I initially feared that Cece would abysmally fail at fake-girlfriending. For one, she’s way too beautiful. Her wide-apart eyes, pointy chin, and Cupid’s-bowy lips might be unconventional, but she looks like the sexiest, most stunning bug in the universe. Secondly: she’s the opposite of a blank slate. A thing of nature who pees with the door open and eats Chex Mix as cereal, full of lurid anecdotes about dead linguists’ sex lives doled out with a charming lisp. I barely let any of my personality come through, but she bombards people.

And it did turn out to be a problem: clients like her way too much.

“What do you tell them when they ask you to date for real?” she asked me one night. We were splitting a bag of Babybels while watching a Russian silent movie in eight parts.

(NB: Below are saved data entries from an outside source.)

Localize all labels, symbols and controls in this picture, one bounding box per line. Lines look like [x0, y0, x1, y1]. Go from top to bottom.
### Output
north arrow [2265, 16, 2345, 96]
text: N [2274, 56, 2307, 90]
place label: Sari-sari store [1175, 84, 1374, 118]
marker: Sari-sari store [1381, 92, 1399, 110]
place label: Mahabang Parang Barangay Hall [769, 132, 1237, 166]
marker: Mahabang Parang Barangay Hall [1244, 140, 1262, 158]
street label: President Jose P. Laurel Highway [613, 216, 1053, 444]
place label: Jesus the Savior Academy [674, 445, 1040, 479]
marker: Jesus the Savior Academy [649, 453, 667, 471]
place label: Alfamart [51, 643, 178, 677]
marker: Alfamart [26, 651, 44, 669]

“Not sure.” I wondered if the guy who offered me seventy bucks to have sex in his nearby parked car qualified. Probably not. “It’s never happened.”

“Wait—really?”

“Nope.” I shrugged. “No one ever asks me out, really.”

“No way.”

I let the cheese melt in my mouth. On-screen, someone had been sobbing for twenty-five minutes. “I don’t think people see me as dating material.”

“They’re intimidated. Because you’re a genius. And pretty. And nice. Hedgie loves you, and she’s the best judge of character. Also, you know lots about the Tadpole Galaxy.”

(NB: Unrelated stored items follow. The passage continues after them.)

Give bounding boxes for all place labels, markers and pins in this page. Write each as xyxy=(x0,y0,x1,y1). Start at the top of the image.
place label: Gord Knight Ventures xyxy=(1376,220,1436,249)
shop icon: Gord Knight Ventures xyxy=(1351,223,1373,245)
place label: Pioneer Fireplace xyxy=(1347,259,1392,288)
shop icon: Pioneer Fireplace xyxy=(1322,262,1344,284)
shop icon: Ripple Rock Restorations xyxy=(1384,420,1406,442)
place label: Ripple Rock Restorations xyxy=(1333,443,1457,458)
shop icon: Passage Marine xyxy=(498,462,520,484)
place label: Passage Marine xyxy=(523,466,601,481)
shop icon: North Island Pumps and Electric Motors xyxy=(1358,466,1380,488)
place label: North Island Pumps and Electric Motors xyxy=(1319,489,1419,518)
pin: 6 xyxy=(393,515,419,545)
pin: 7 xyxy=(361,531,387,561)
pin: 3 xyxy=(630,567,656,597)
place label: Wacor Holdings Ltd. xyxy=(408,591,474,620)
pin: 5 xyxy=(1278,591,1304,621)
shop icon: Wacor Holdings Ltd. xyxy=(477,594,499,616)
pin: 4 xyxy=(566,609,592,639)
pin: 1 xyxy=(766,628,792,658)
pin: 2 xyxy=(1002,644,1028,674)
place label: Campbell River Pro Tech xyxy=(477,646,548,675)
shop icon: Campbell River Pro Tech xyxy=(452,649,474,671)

Fact-check: none of this is true—except for the last bit. Sadly, listing random facts about star clusters four hundred million light-years away is not considered love interest material.

“Kirk the Scientist asked if he could hire me again,” Cece says now. “Next week. I said yes.”

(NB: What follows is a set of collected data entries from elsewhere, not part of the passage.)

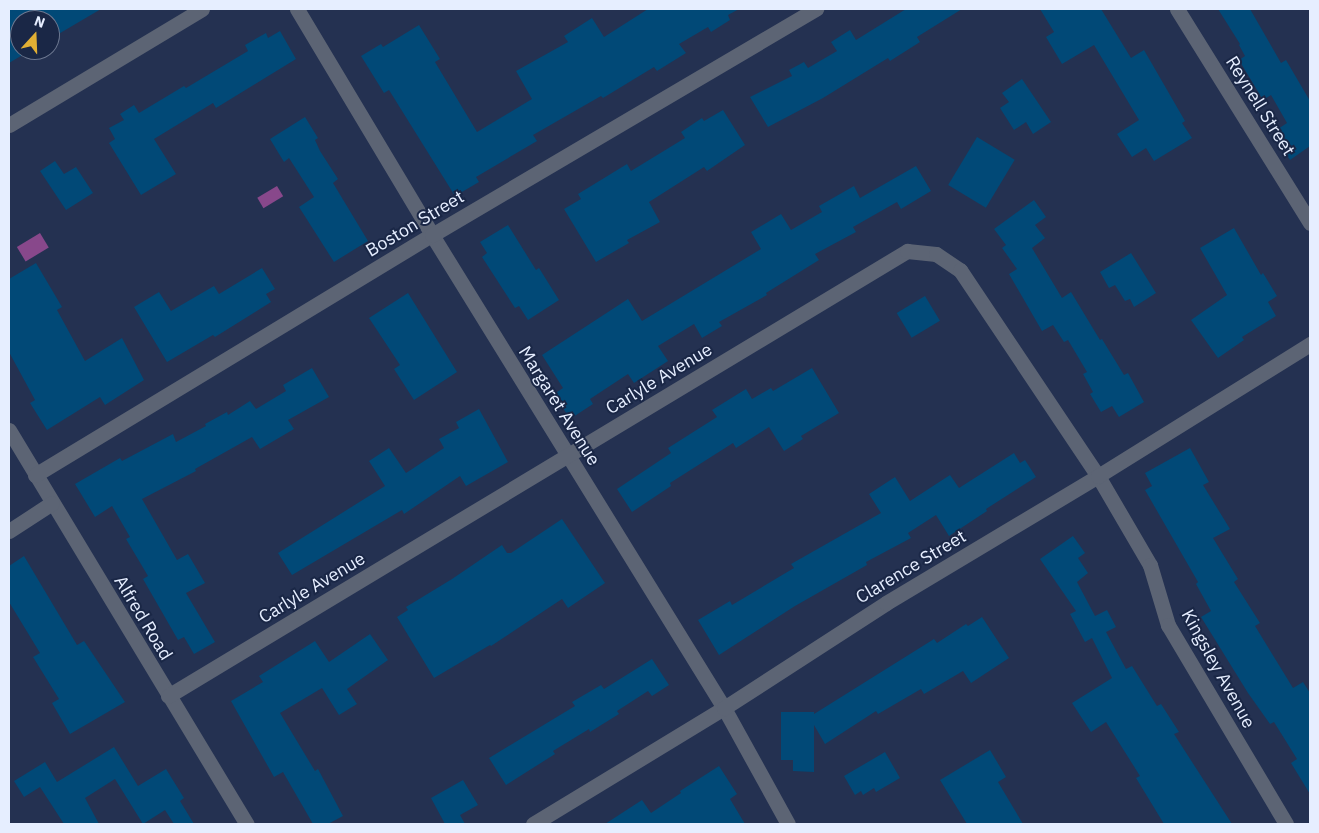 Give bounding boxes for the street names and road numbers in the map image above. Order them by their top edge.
street label: Reynell Street [1221,52,1299,160]
street label: Boston Street [362,186,468,262]
street label: Carlyle Avenue [602,339,716,419]
street label: Margaret Avenue [514,342,604,470]
street label: Clarence Street [852,526,970,608]
street label: Carlyle Avenue [255,548,369,628]
street label: Alfred Road [109,572,177,664]
street label: Kingsley Avenue [1176,606,1260,732]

I try to sound casual. “Faux has a one-date policy.”

“I know. But you broke it, too, for Greg.” She shrugs, trying to look casual. Lots of casual going on. Hmm. “Of course, I might cancel, since by next week you’ll have your fancy MIT job, and I shall retire from the fake-dating scene to become your kept BFF.”

I sit back in my chair and—I want it bad, so bad, I moan. My way out of fake-girlfriending. Above all, my way out of the crappiest, lamest circle of academia: the one of adjunct professors.

I know that I sound dramatic. I know that the title conjures lofty images. Professor? Has prestige, nurtures minds, wears tweed jackets. Adjunct? Pretty word, starts with the first letter of the alphabet, reminds one faintly of a sneeze. When I tell people that I’m an adjunct professor of physics at several Boston universities, they think that I made it in life. That I’m adulting. And I let them. Take my mom: she has lots to worry about, between my idiot brother and my other idiot brother. It’s good for her to believe that her daughter is a fully operational human being with access to basic healthcare.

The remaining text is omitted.